* TASK STATEMENT *
In the material below, how many lines include the word "Emporium"? Write only the number.

* DATA FOR THIS TASK *
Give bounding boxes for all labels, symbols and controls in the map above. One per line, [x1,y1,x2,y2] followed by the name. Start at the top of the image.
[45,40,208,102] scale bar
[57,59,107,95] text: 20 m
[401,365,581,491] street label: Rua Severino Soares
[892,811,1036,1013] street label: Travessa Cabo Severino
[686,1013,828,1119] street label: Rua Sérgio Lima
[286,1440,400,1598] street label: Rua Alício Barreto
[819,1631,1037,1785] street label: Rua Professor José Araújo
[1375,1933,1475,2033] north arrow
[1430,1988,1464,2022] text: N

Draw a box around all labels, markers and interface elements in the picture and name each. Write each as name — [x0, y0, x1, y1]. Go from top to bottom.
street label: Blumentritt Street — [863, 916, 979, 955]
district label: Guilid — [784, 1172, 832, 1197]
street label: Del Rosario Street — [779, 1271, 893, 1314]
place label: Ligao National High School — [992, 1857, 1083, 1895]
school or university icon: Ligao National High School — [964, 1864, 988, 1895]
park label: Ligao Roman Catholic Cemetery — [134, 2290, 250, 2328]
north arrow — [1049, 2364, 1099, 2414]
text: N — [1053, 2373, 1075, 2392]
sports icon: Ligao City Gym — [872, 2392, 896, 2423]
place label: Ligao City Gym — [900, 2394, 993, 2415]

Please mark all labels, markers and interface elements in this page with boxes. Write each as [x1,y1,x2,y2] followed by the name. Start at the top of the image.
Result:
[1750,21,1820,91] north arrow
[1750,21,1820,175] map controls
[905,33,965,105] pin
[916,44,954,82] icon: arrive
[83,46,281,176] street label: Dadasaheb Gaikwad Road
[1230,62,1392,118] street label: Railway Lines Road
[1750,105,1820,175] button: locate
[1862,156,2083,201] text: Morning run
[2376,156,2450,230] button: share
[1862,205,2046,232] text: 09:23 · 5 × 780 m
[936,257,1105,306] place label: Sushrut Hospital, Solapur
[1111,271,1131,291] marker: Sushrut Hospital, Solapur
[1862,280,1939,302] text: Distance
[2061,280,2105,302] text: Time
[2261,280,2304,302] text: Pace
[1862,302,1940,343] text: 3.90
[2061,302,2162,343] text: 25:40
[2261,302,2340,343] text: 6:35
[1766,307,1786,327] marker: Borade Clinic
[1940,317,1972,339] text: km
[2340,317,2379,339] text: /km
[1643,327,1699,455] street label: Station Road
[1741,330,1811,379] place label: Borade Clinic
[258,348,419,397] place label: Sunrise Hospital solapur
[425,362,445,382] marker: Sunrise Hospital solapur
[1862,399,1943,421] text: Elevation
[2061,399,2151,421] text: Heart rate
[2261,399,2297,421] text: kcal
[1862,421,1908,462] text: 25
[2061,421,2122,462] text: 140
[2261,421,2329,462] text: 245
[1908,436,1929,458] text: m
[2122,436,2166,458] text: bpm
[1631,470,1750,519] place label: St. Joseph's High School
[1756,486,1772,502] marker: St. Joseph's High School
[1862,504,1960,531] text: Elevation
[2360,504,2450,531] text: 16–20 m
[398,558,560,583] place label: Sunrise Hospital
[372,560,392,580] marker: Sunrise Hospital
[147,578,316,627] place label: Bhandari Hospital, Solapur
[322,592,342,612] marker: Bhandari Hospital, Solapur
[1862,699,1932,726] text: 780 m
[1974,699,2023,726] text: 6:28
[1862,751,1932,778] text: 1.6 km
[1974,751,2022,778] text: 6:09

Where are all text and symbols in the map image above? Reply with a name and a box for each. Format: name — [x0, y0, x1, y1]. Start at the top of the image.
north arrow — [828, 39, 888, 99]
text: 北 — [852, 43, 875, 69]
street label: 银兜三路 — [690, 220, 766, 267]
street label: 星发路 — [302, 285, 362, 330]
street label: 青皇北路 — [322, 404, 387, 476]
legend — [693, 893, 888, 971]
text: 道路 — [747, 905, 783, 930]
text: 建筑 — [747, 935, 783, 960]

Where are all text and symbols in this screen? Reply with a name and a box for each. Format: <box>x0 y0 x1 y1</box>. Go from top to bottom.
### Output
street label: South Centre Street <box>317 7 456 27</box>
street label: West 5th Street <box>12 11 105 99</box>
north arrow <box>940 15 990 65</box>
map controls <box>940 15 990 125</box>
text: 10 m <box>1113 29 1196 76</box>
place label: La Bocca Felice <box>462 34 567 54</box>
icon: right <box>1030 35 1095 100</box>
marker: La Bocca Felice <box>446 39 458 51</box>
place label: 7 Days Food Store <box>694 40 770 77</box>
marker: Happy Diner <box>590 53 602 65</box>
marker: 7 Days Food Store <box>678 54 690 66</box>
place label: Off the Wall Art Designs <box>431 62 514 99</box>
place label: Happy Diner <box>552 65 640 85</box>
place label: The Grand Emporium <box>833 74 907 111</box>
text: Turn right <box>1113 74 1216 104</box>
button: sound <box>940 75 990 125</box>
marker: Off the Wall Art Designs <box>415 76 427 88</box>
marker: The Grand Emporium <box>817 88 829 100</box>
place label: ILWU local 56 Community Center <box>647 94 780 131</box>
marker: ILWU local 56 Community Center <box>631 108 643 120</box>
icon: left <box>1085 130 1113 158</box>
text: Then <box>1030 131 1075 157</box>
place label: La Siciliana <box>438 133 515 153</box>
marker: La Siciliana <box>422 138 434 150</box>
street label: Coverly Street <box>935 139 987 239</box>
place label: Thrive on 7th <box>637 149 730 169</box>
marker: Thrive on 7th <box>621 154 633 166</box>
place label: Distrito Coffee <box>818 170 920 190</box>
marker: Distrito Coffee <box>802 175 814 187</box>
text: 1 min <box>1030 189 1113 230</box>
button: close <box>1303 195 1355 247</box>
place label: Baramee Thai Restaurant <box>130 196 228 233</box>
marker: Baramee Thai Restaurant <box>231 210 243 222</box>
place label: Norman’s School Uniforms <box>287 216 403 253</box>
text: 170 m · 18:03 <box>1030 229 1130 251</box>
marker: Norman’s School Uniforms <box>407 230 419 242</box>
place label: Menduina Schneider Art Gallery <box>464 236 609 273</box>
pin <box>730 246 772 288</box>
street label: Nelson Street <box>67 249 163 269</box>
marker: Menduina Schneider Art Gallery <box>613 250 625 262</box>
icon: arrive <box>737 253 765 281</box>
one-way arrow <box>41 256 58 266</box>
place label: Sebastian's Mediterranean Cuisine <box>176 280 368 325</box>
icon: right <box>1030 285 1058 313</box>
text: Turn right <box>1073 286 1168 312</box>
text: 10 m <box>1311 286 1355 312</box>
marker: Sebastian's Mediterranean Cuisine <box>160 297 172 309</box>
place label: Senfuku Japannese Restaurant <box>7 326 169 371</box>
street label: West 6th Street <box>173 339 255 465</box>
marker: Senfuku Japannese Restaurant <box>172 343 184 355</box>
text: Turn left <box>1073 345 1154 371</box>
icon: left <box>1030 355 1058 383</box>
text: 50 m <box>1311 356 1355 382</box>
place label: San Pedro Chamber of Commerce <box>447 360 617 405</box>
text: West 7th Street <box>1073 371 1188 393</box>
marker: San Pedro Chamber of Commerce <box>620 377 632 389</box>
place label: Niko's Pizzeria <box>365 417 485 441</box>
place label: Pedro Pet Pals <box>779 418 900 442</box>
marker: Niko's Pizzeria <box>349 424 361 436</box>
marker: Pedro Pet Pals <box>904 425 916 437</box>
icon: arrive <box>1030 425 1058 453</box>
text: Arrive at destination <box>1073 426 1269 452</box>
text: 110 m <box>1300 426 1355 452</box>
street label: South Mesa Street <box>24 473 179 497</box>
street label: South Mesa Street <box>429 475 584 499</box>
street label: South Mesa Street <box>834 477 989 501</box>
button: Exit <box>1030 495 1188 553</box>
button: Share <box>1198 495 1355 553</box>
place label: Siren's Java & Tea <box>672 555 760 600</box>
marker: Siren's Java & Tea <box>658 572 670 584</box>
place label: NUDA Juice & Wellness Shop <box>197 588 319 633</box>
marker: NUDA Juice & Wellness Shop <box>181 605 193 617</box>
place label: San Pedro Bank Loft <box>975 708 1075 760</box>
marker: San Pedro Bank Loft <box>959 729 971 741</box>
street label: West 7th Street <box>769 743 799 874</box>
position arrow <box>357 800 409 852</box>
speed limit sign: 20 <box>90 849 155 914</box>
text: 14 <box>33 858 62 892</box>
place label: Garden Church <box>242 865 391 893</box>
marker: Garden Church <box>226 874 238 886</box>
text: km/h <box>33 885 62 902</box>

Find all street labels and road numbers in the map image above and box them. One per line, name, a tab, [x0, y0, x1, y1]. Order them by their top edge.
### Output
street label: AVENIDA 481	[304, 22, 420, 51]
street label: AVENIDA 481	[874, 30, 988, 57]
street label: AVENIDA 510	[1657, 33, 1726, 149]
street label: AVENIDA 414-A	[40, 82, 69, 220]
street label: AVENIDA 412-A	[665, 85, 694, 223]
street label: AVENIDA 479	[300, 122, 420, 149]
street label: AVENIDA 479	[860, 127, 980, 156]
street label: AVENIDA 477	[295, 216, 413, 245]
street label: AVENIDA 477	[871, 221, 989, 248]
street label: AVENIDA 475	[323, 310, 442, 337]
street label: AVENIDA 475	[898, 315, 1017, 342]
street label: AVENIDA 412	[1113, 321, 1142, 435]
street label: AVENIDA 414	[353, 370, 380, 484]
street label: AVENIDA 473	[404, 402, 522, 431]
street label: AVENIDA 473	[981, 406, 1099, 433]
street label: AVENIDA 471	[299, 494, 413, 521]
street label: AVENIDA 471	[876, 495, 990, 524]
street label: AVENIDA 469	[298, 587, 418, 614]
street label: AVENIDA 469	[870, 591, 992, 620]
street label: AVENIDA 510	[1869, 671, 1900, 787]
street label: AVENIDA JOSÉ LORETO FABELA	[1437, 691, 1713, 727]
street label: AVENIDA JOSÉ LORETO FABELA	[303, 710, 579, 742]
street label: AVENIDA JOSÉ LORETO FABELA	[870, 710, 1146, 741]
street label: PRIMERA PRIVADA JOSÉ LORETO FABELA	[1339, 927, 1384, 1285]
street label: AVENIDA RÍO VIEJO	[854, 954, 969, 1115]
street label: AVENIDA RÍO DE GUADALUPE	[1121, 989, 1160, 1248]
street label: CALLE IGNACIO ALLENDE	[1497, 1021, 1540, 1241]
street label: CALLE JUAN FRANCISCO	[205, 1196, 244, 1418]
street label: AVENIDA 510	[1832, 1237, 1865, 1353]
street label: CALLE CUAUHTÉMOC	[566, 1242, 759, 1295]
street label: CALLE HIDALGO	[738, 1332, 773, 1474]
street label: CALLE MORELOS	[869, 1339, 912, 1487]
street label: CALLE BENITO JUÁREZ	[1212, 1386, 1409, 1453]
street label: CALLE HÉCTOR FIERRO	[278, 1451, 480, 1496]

* SOLVED EXERCISE *
2